The Choice That Defines Us
We began asking whether good and evil could exist without life. The multiplication framework reveals they cannot, not because life is inherently valuable, but because life generates value through multiplicative persistence. Good and evil aren't properties we discover but directions we embody: enhancement or degradation, flourishing or decay.
This metaphor aims to dissolve some of these philosophical puzzles by exposing flawed premises. The is-ought gap assumes that facts and values occupy separate realms; however, they are inseparable within the multiplicative structure of life. Moore assumed that good must be a property, but it’s likely a directional orientation. The three ethical traditions often seem incompatible, whereas they are likely complementary strategies for the same mathematical reality.
The framework explains why ethics feels both objective and culturally variable. Directional constraints are universal; no sustainable system treats betrayal as enhancement. Yet specific values vary with context, explaining diversity within unity. We're all navigating the same game: keeping our multiplication above zero.

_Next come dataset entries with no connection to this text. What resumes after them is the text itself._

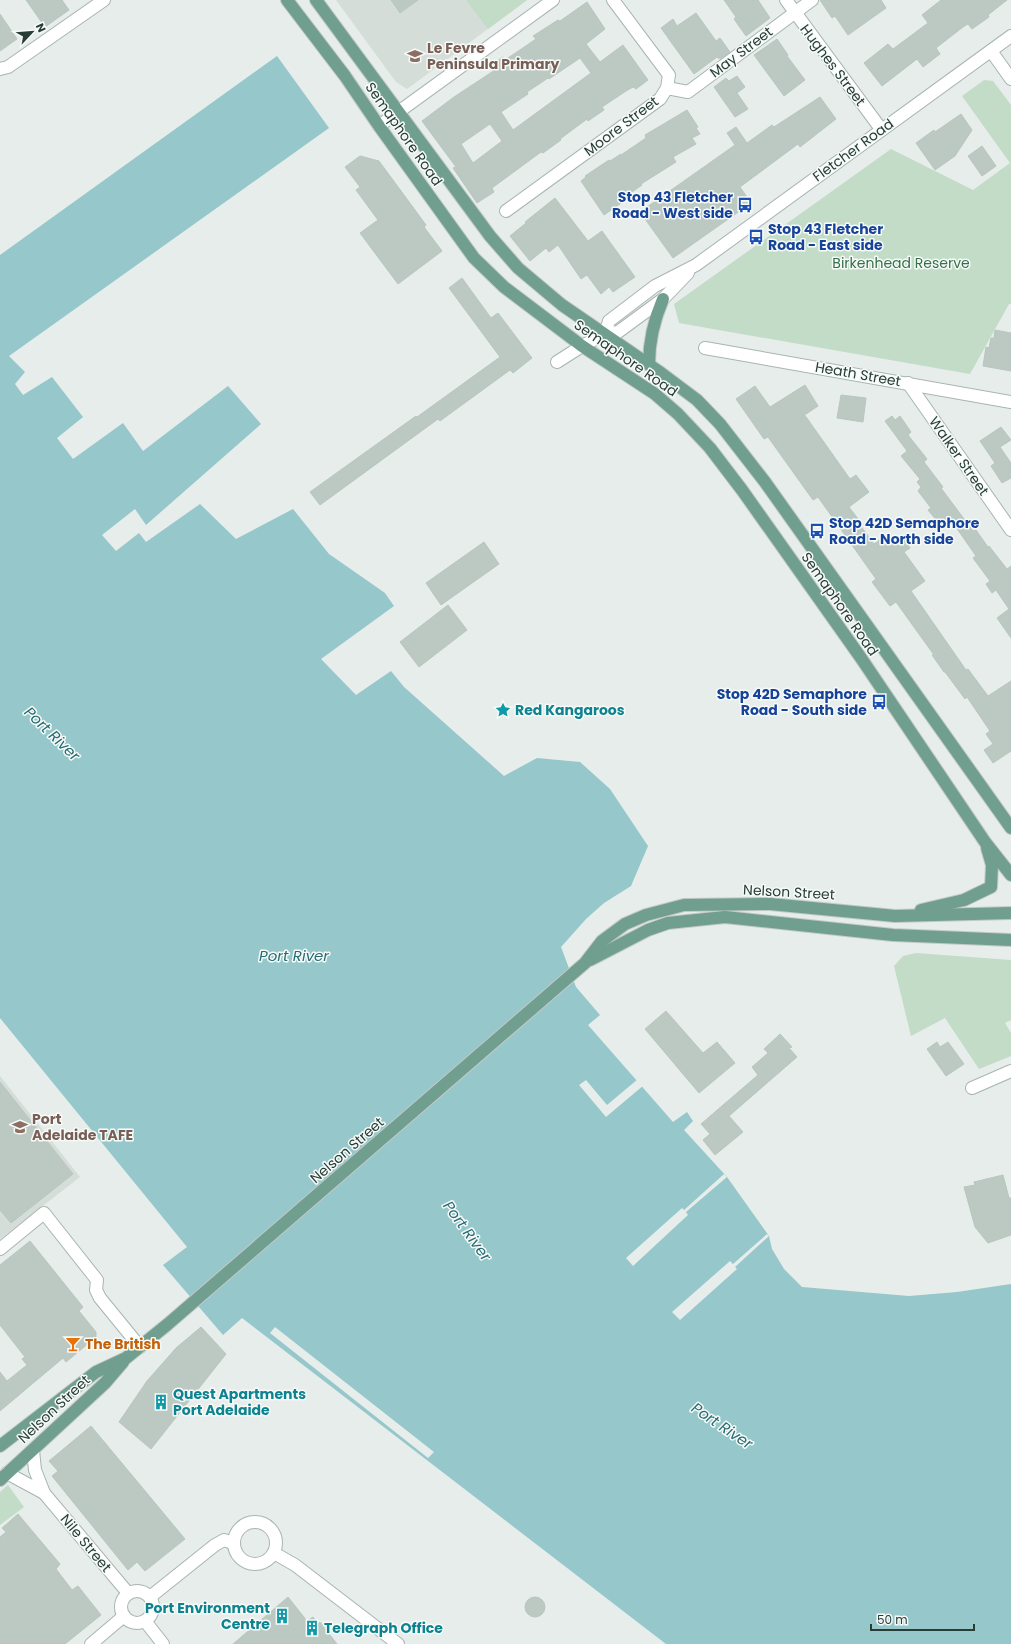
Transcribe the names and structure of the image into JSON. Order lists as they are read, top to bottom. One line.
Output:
{"streets":{"main road":["Semaphore Road","Nelson Street"],"street":["May Street","Hughes Street","Moore Street","Fletcher Road","Heath Street","Walker Street","Nile Street"]},"crossings":[["May Street","Hughes Street"],["May Street","Moore Street"],["Hughes Street","Fletcher Road"],["Semaphore Road","Fletcher Road"],["Heath Street","Walker Street"],["Nelson Street","Nile Street"]],"water":["Port River"],"parks":["Birkenhead Reserve"],"places":{"school or university":["Le Fevre Peninsula Primary","Port Adelaide TAFE"],"bus stop":["Stop 43 Fletcher Road - West side","Stop 43 Fletcher Road - East side","Stop 42D Semaphore Road - North side","Stop 42D Semaphore Road - South side"],"place":["Red Kangaroos"],"bar":["The British"],"building":["Quest Apartments Port Adelaide","Port Environment Centre","Telegraph Office"]},"scale_bar":"50 m","north":"top right"}
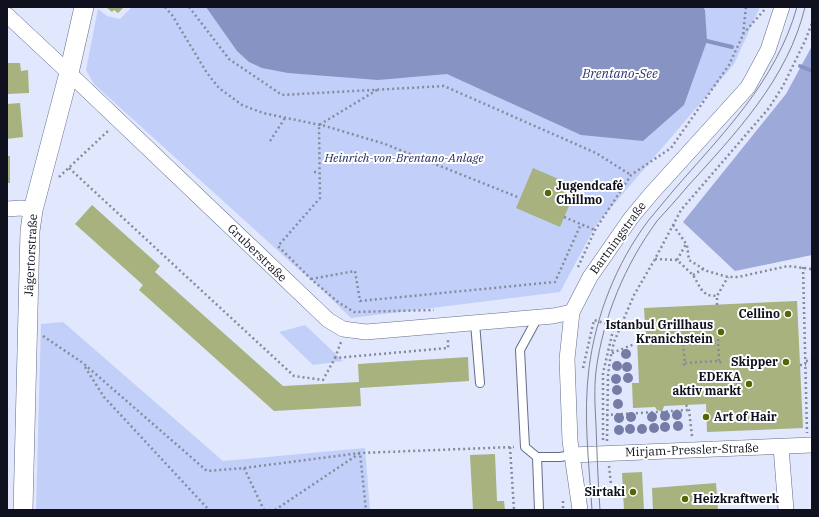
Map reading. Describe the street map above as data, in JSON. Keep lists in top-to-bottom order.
{
  "streets": {
    "street": [
      "Bartningstraße",
      "Gruberstraße",
      "Jägertorstraße",
      "Mirjam-Pressler-Straße"
    ]
  },
  "crossings": [
    ["Bartningstraße", "Gruberstraße"],
    ["Bartningstraße", "Mirjam-Pressler-Straße"],
    ["Gruberstraße", "Jägertorstraße"]
  ],
  "water": ["Brentano-See"],
  "parks": ["Heinrich-von-Brentano-Anlage"],
  "places": [
    "Jugendcafé Chillmo",
    "Cellino",
    "Istanbul Grillhaus Kranichstein",
    "Skipper",
    "EDEKA aktiv markt",
    "Art of Hair",
    "Sirtaki",
    "Heizkraftwerk"
  ]
}
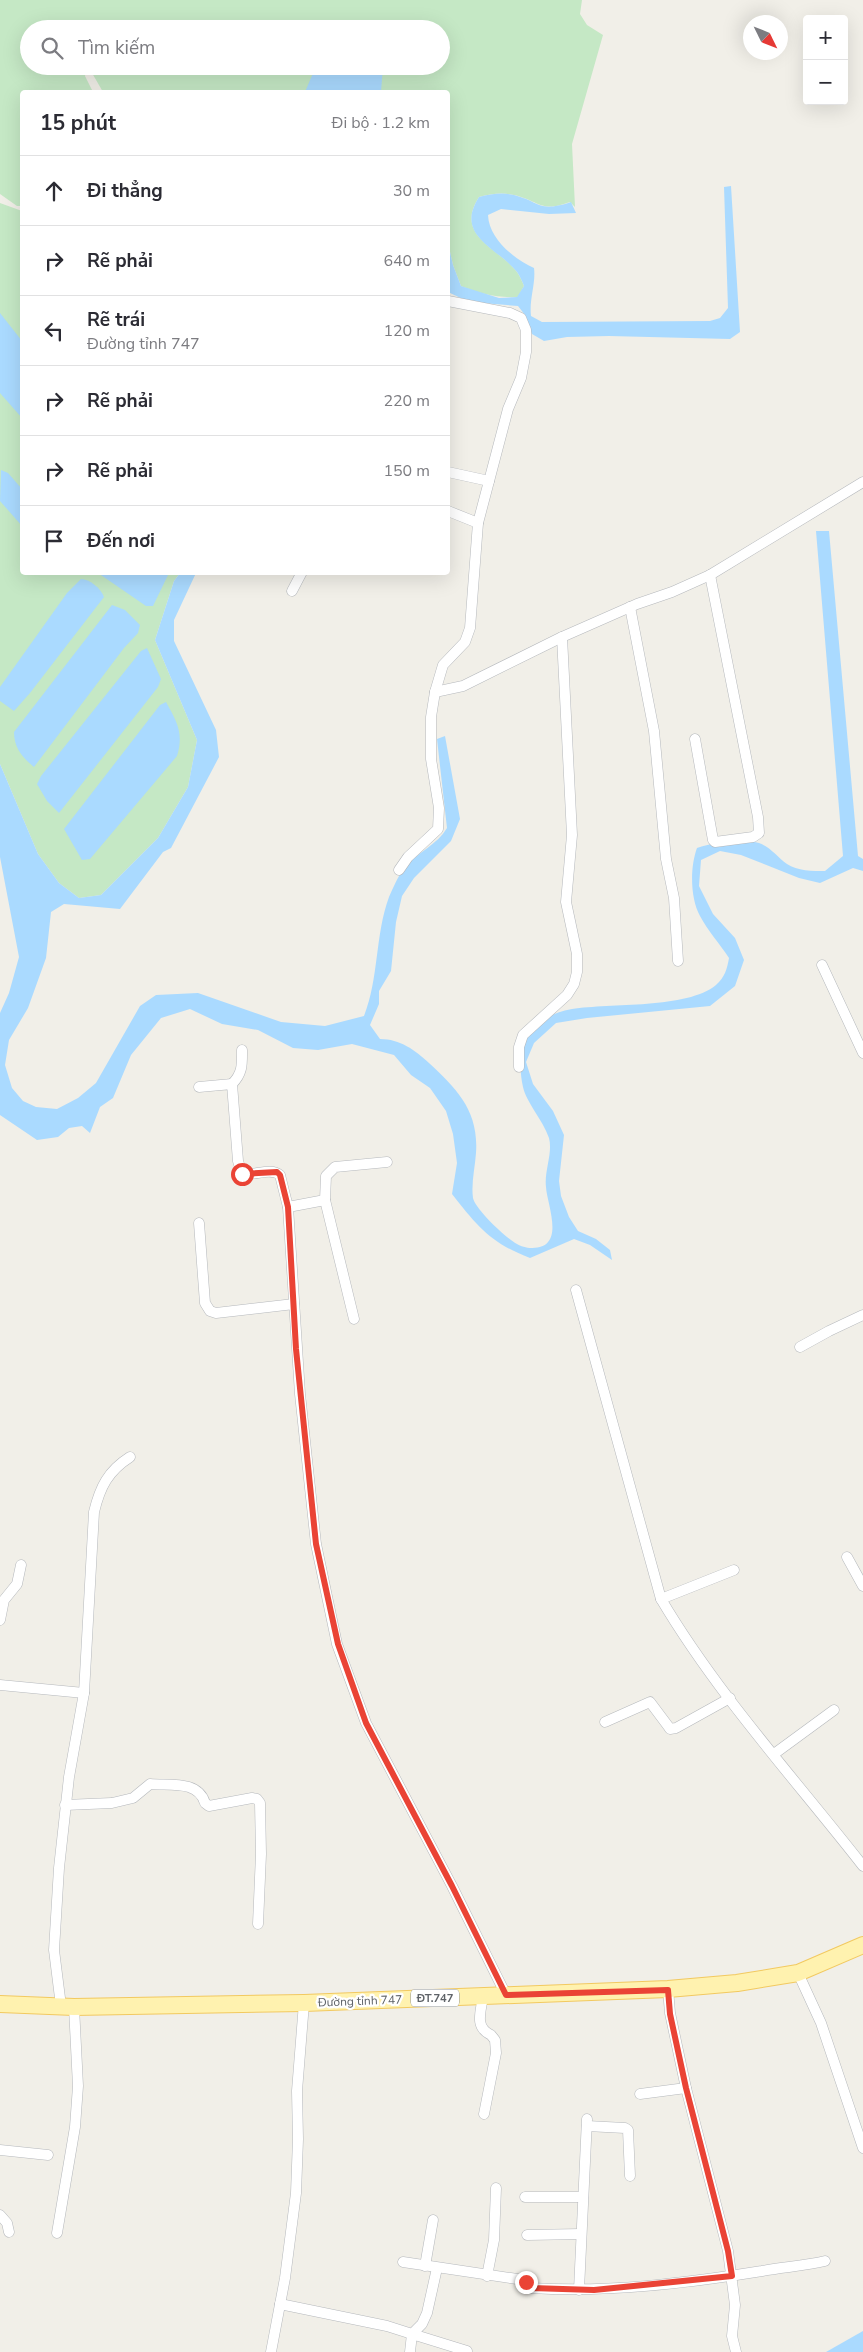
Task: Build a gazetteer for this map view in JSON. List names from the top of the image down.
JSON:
{
  "streets": {
    "main road": ["ĐT.747", "Đường tỉnh 747"]
  },
  "north": "bottom right",
  "page": {
    "map_buttons": ["+", "−"],
    "search": "Tìm kiếm",
    "heading": ["15 phút", "Đi bộ · 1.2 km"],
    "list": [
      ["Đi thẳng", "30 m"],
      ["Rẽ phải", "640 m"],
      ["Rẽ trái", "Đường tỉnh 747", "120 m"],
      ["Rẽ phải", "220 m"],
      ["Rẽ phải", "150 m"],
      "Đến nơi"
    ]
  }
}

The mathematical metaphor illuminates why moral life is difficult. We begin each day with built-in degradation from unmet needs. Small choices compound exponentially. Recovery from harm requires sustained effort against asymmetric odds. Sometimes, all paths lead downward, making the preservation of positive possibility spaces a fundamental imperative.
But perhaps the deepest insight is that asking whether we should value persistence is like asking whether we should value having values. The question can only be posed by beings already embodying the answer. We are not observers contemplating life's multiplication from outside. Rather, we are life's multiplication, temporarily organized in patterns complex enough to recognize ourselves.
Every conversation either builds or erodes trust. Every small kindness compounds. Every betrayal multiplies outward. We are not observers of life's mathematics; we are the calculations themselves, constantly computing whether to move toward or away from zero. The choice, like the mathematics, is elegantly simple: enhance or degrade, flourish or decay.
Zero is forever. Everything else is a possibility.
References:
Aristotle. (1966). Ethics : the Nichomachean ethics. Penguin Books.
Fehr, E., & Gächter, S. (2000). Cooperation and punishment in public goods experiments. American Economic Review, 90(4), 980-994.
Foot, P. (1967). The Problem of Abortion and the Doctrine of the Double Effect. In Virtues and Vices (pp. 19–32). Oxford Review. https://doi.org/10.1093/0199252866.003.0002
Hume, D. (2019). Treatise of Human Nature. Digireads Com. (Original work published 1739)
Johnson, R., & Cureton, A. (2022). Kant’s Moral Philosophy. Stanford Encyclopedia of Philosophy; Stanford University. https://plato.stanford.edu/entries/kant-moral/
Kant, I. (1785). Groundwork for the Metaphysics of Morals. Oxford University Press.
Maslow, A. H. (1943). A theory of human motivation. Psychological Review, 50(4), 370-396.
Moore, G. E. (1903). Principia Ethica. Cambridge University Press.
Styron, W. (1979). Sophie's Choice. Random House.